**Assignment**
Return all the data exactly, keeping the pictures out.

**Given information**

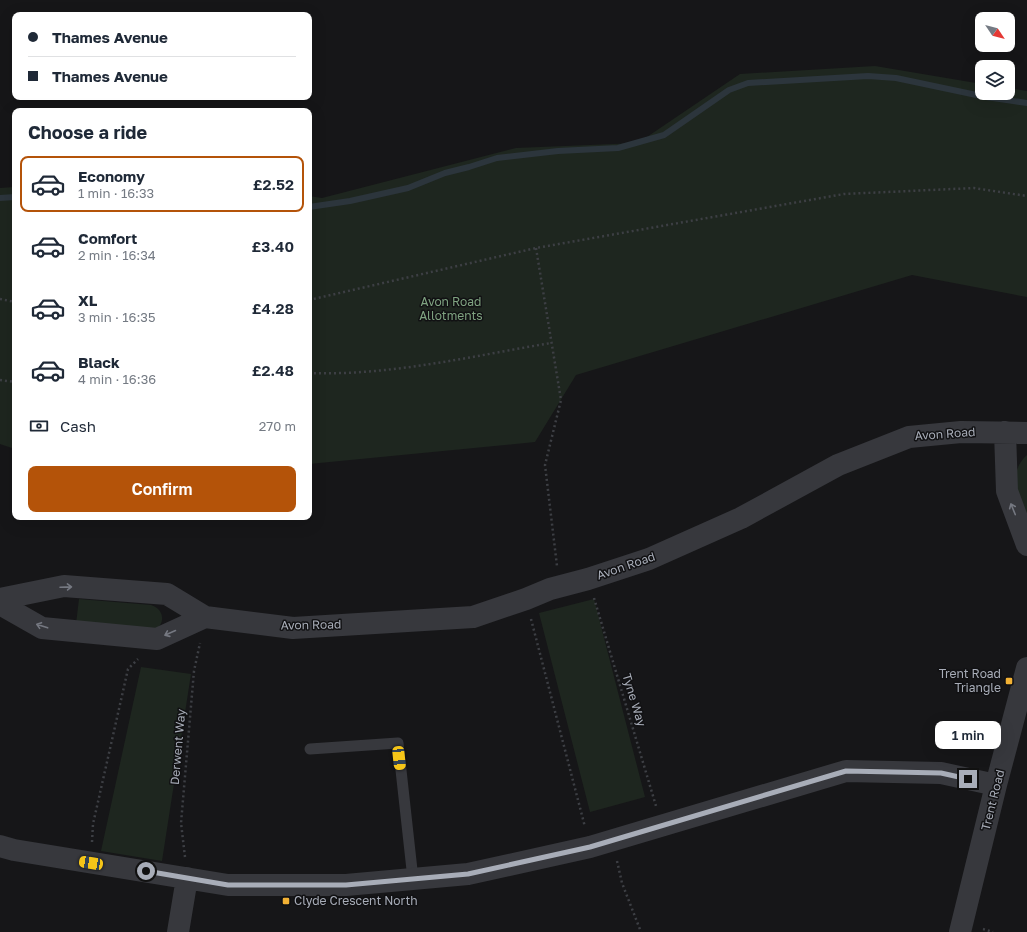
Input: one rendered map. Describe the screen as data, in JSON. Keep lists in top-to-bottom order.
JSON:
{
  "streets": {
    "street": ["Avon Road", "Trent Road"],
    "path": ["Tyne Way", "Derwent Way"]
  },
  "crossings": [
    ["Avon Road", "Tyne Way"],
    ["Avon Road", "Derwent Way"]
  ],
  "parks": ["Avon Road Allotments"],
  "places": {
    "transit": ["Trent Road Triangle", "Clyde Crescent North"]
  },
  "north": "bottom right",
  "page": {
    "banner": ["Thames Avenue", "Thames Avenue"],
    "heading": "Choose a ride",
    "list": [
      {
        "name": "Economy",
        "note": "1 min · 16:33",
        "value": "£2.52"
      },
      {
        "name": "Comfort",
        "note": "2 min · 16:34",
        "value": "£3.40"
      },
      {
        "name": "XL",
        "note": "3 min · 16:35",
        "value": "£4.28"
      },
      {
        "name": "Black",
        "note": "4 min · 16:36",
        "value": "£2.48"
      }
    ],
    "pay": ["Cash", "270 m"],
    "buttons": "Confirm",
    "bubble": "1 min"
  }
}
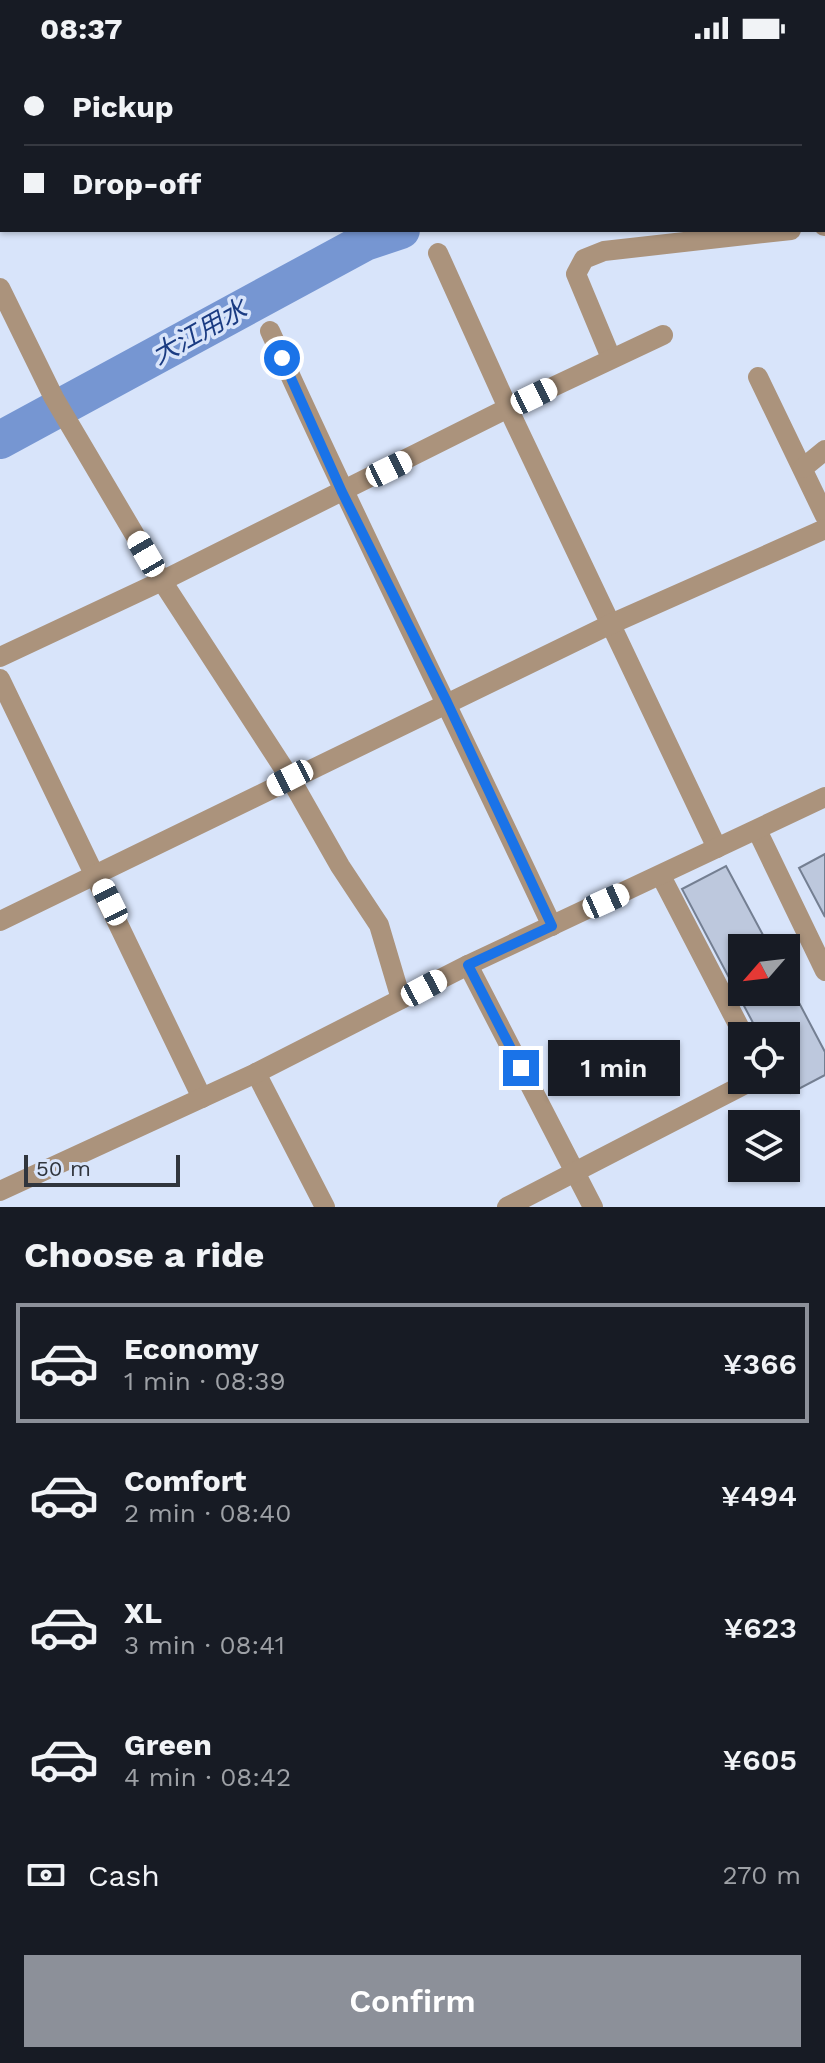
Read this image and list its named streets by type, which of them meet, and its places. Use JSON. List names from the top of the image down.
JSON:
{
  "water": ["大江用水"],
  "scale_bar": "50 m",
  "north": "bottom left",
  "page": {
    "status": "08:37",
    "banner": ["Pickup", "Drop-off"],
    "bubble": "1 min",
    "scale": "50 m",
    "heading": "Choose a ride",
    "list": [
      {
        "name": "Economy",
        "note": "1 min · 08:39",
        "value": "¥366"
      },
      {
        "name": "Comfort",
        "note": "2 min · 08:40",
        "value": "¥494"
      },
      {
        "name": "XL",
        "note": "3 min · 08:41",
        "value": "¥623"
      },
      {
        "name": "Green",
        "note": "4 min · 08:42",
        "value": "¥605"
      }
    ],
    "pay": ["Cash", "270 m"],
    "buttons": "Confirm"
  }
}
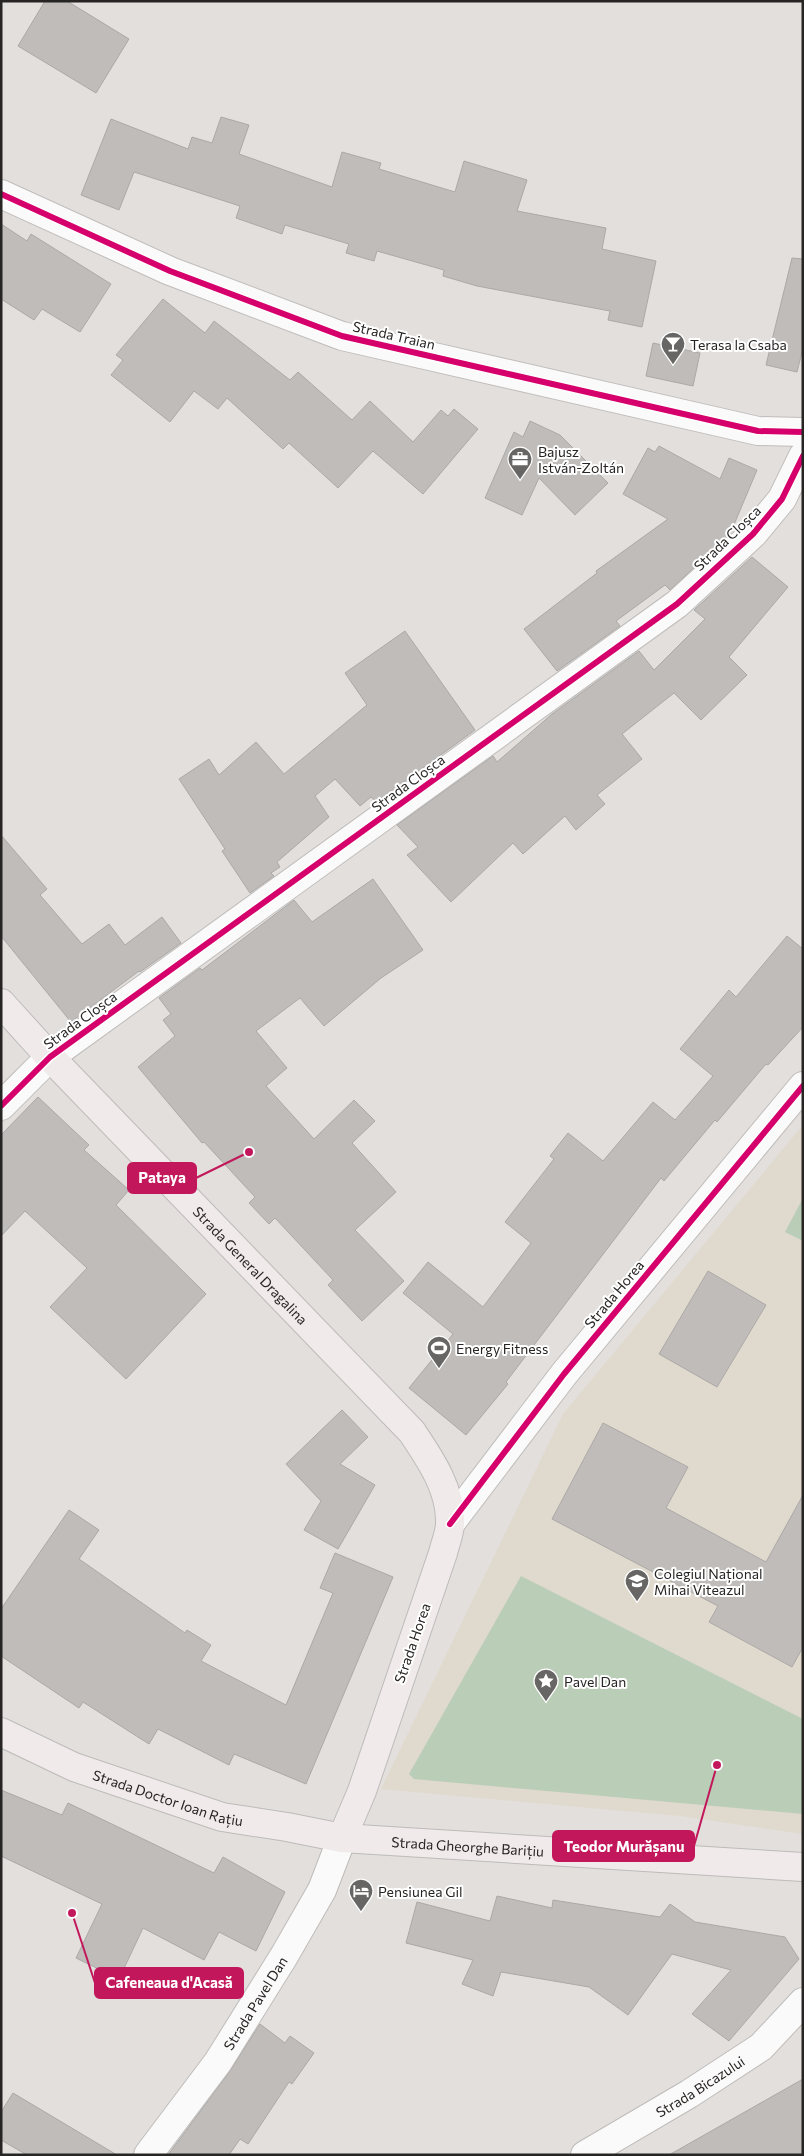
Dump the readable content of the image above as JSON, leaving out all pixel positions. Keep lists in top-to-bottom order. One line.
{"streets":{"main road":["Strada General Dragalina","Strada Horea","Strada Doctor Ioan Rațiu","Strada Gheorghe Barițiu"],"street":["Strada Traian","Strada Cloșca","Strada Pavel Dan","Strada Bicazului"]},"crossings":[["Strada Cloșca","Strada General Dragalina"],["Strada General Dragalina","Strada Horea"],["Strada Horea","Strada Doctor Ioan Rațiu"],["Strada Horea","Strada Gheorghe Barițiu"],["Strada Horea","Strada Pavel Dan"],["Strada Doctor Ioan Rațiu","Strada Gheorghe Barițiu"],["Strada Doctor Ioan Rațiu","Strada Pavel Dan"],["Strada Gheorghe Barițiu","Strada Pavel Dan"]],"places":{"bar":["Terasa la Csaba"],"office":["Bajusz István-Zoltán"],"other":["Pataya","Teodor Murășanu","Cafeneaua d'Acasă"],"sports":["Energy Fitness"],"school or university":["Colegiul Național Mihai Viteazul"],"place":["Pavel Dan"],"hotel":["Pensiunea Gil"]}}
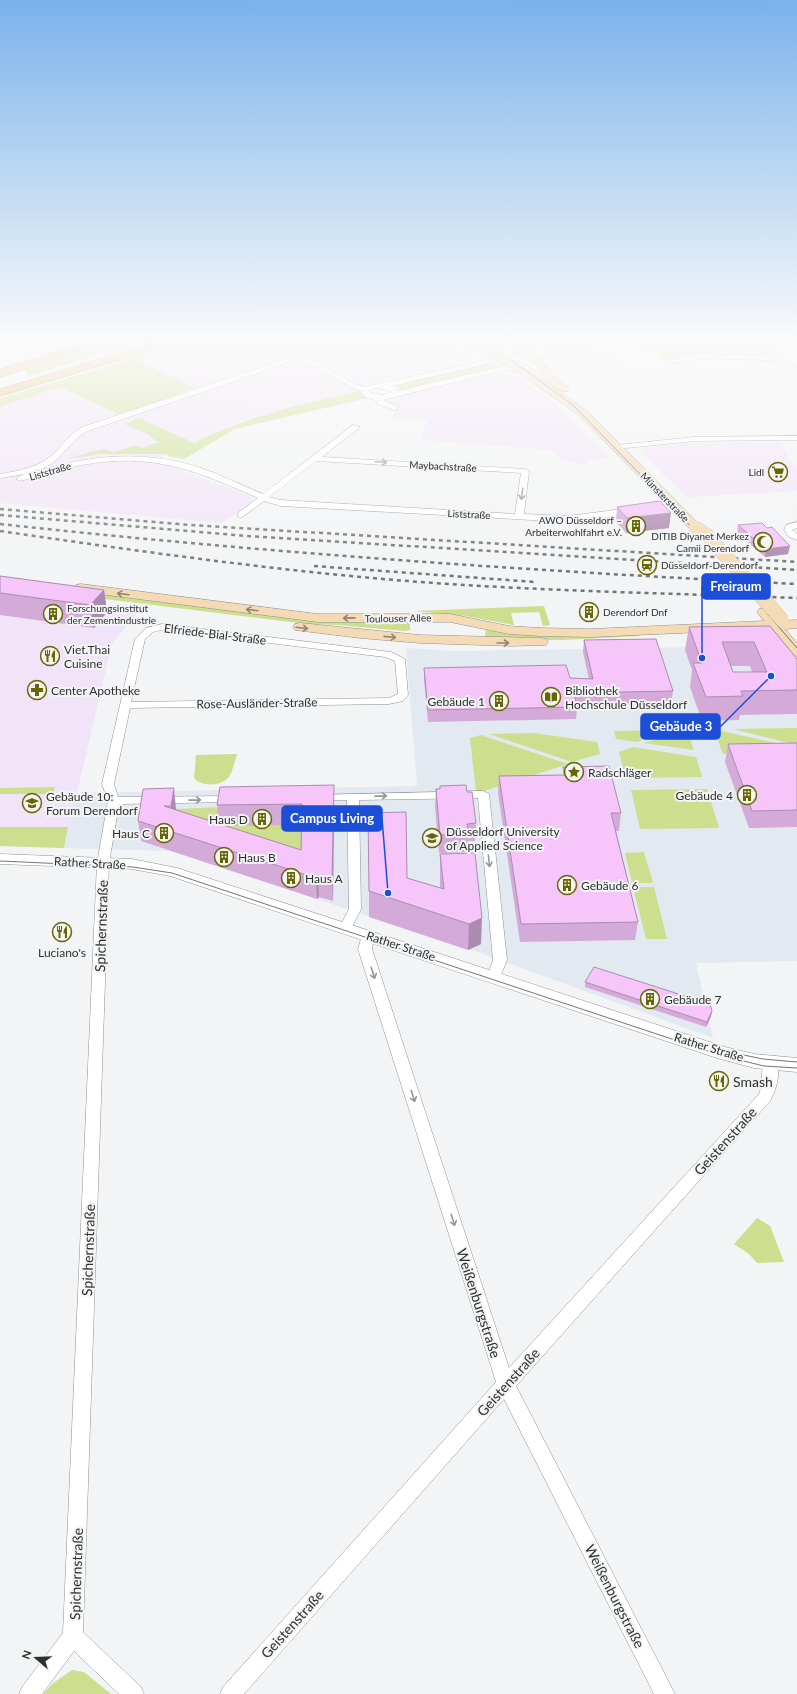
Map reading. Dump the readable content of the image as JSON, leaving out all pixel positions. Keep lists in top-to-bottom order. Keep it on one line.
{"streets":{"main road":["Münsterstraße","Toulouser Allee"],"street":["Maybachstraße","Liststraße","Elfriede-Bial-Straße","Rose-Ausländer-Straße","Rather Straße","Spichernstraße","Geistenstraße","Weißenburgstraße"]},"crossings":[["Maybachstraße","Liststraße"],["Münsterstraße","Toulouser Allee"],["Elfriede-Bial-Straße","Rose-Ausländer-Straße"],["Elfriede-Bial-Straße","Rather Straße"],["Elfriede-Bial-Straße","Spichernstraße"],["Rather Straße","Spichernstraße"],["Rather Straße","Geistenstraße"],["Rather Straße","Weißenburgstraße"],["Geistenstraße","Weißenburgstraße"]],"one_way":["Maybachstraße","Weißenburgstraße"],"places":{"supermarket":["Lidl"],"building":["AWO Düsseldorf – Arbeiterwohlfahrt e.V.","Derendorf Dnf","Forschungsinstitut der Zementindustrie","Gebäude 1","Gebäude 4","Haus D","Haus C","Haus B","Haus A","Gebäude 6","Gebäude 7"],"mosque":["DITIB Diyanet Merkez Camii Derendorf"],"station":["Düsseldorf-Derendorf"],"restaurant":["Viet.Thai Cuisine","Luciano's","Smash"],"other":["Freiraum","Gebäude 3","Campus Living"],"pharmacy":["Center Apotheke"],"library":["Bibliothek Hochschule Düsseldorf"],"place":["Radschläger"],"school or university":["Gebäude 10: Forum Derendorf","Düsseldorf University of Applied Science"]},"north":"left"}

**Output for this exercise**
Input: one rendered map. Describe the screen as data, in JSON. Keep lists in top-to-bottom order.
JSON:
{
  "streets": {
    "street": ["Avon Road", "Trent Road"],
    "path": ["Tyne Way", "Derwent Way"]
  },
  "crossings": [
    ["Avon Road", "Tyne Way"],
    ["Avon Road", "Derwent Way"]
  ],
  "parks": ["Avon Road Allotments"],
  "places": {
    "transit": ["Trent Road Triangle", "Clyde Crescent North"]
  },
  "north": "bottom right",
  "page": {
    "banner": ["Thames Avenue", "Thames Avenue"],
    "heading": "Choose a ride",
    "list": [
      {
        "name": "Economy",
        "note": "1 min · 16:33",
        "value": "£2.52"
      },
      {
        "name": "Comfort",
        "note": "2 min · 16:34",
        "value": "£3.40"
      },
      {
        "name": "XL",
        "note": "3 min · 16:35",
        "value": "£4.28"
      },
      {
        "name": "Black",
        "note": "4 min · 16:36",
        "value": "£2.48"
      }
    ],
    "pay": ["Cash", "270 m"],
    "buttons": "Confirm",
    "bubble": "1 min"
  }
}
Read this image and list its named streets by type, which of them meet, and its places. Use JSON. List names from the top of the image down.
JSON:
{
  "water": ["大江用水"],
  "scale_bar": "50 m",
  "north": "bottom left",
  "page": {
    "status": "08:37",
    "banner": ["Pickup", "Drop-off"],
    "bubble": "1 min",
    "scale": "50 m",
    "heading": "Choose a ride",
    "list": [
      {
        "name": "Economy",
        "note": "1 min · 08:39",
        "value": "¥366"
      },
      {
        "name": "Comfort",
        "note": "2 min · 08:40",
        "value": "¥494"
      },
      {
        "name": "XL",
        "note": "3 min · 08:41",
        "value": "¥623"
      },
      {
        "name": "Green",
        "note": "4 min · 08:42",
        "value": "¥605"
      }
    ],
    "pay": ["Cash", "270 m"],
    "buttons": "Confirm"
  }
}
Dump the readable content of the image above as JSON, leaving out all pixel positions. Keep lists in top-to-bottom order. One line.
{"streets":{"main road":["Strada General Dragalina","Strada Horea","Strada Doctor Ioan Rațiu","Strada Gheorghe Barițiu"],"street":["Strada Traian","Strada Cloșca","Strada Pavel Dan","Strada Bicazului"]},"crossings":[["Strada Cloșca","Strada General Dragalina"],["Strada General Dragalina","Strada Horea"],["Strada Horea","Strada Doctor Ioan Rațiu"],["Strada Horea","Strada Gheorghe Barițiu"],["Strada Horea","Strada Pavel Dan"],["Strada Doctor Ioan Rațiu","Strada Gheorghe Barițiu"],["Strada Doctor Ioan Rațiu","Strada Pavel Dan"],["Strada Gheorghe Barițiu","Strada Pavel Dan"]],"places":{"bar":["Terasa la Csaba"],"office":["Bajusz István-Zoltán"],"other":["Pataya","Teodor Murășanu","Cafeneaua d'Acasă"],"sports":["Energy Fitness"],"school or university":["Colegiul Național Mihai Viteazul"],"place":["Pavel Dan"],"hotel":["Pensiunea Gil"]}}
Map reading. Dump the readable content of the image as JSON, leaving out all pixel positions. Keep lists in top-to-bottom order. Keep it on one line.
{"streets":{"main road":["Münsterstraße","Toulouser Allee"],"street":["Maybachstraße","Liststraße","Elfriede-Bial-Straße","Rose-Ausländer-Straße","Rather Straße","Spichernstraße","Geistenstraße","Weißenburgstraße"]},"crossings":[["Maybachstraße","Liststraße"],["Münsterstraße","Toulouser Allee"],["Elfriede-Bial-Straße","Rose-Ausländer-Straße"],["Elfriede-Bial-Straße","Rather Straße"],["Elfriede-Bial-Straße","Spichernstraße"],["Rather Straße","Spichernstraße"],["Rather Straße","Geistenstraße"],["Rather Straße","Weißenburgstraße"],["Geistenstraße","Weißenburgstraße"]],"one_way":["Maybachstraße","Weißenburgstraße"],"places":{"supermarket":["Lidl"],"building":["AWO Düsseldorf – Arbeiterwohlfahrt e.V.","Derendorf Dnf","Forschungsinstitut der Zementindustrie","Gebäude 1","Gebäude 4","Haus D","Haus C","Haus B","Haus A","Gebäude 6","Gebäude 7"],"mosque":["DITIB Diyanet Merkez Camii Derendorf"],"station":["Düsseldorf-Derendorf"],"restaurant":["Viet.Thai Cuisine","Luciano's","Smash"],"other":["Freiraum","Gebäude 3","Campus Living"],"pharmacy":["Center Apotheke"],"library":["Bibliothek Hochschule Düsseldorf"],"place":["Radschläger"],"school or university":["Gebäude 10: Forum Derendorf","Düsseldorf University of Applied Science"]},"north":"left"}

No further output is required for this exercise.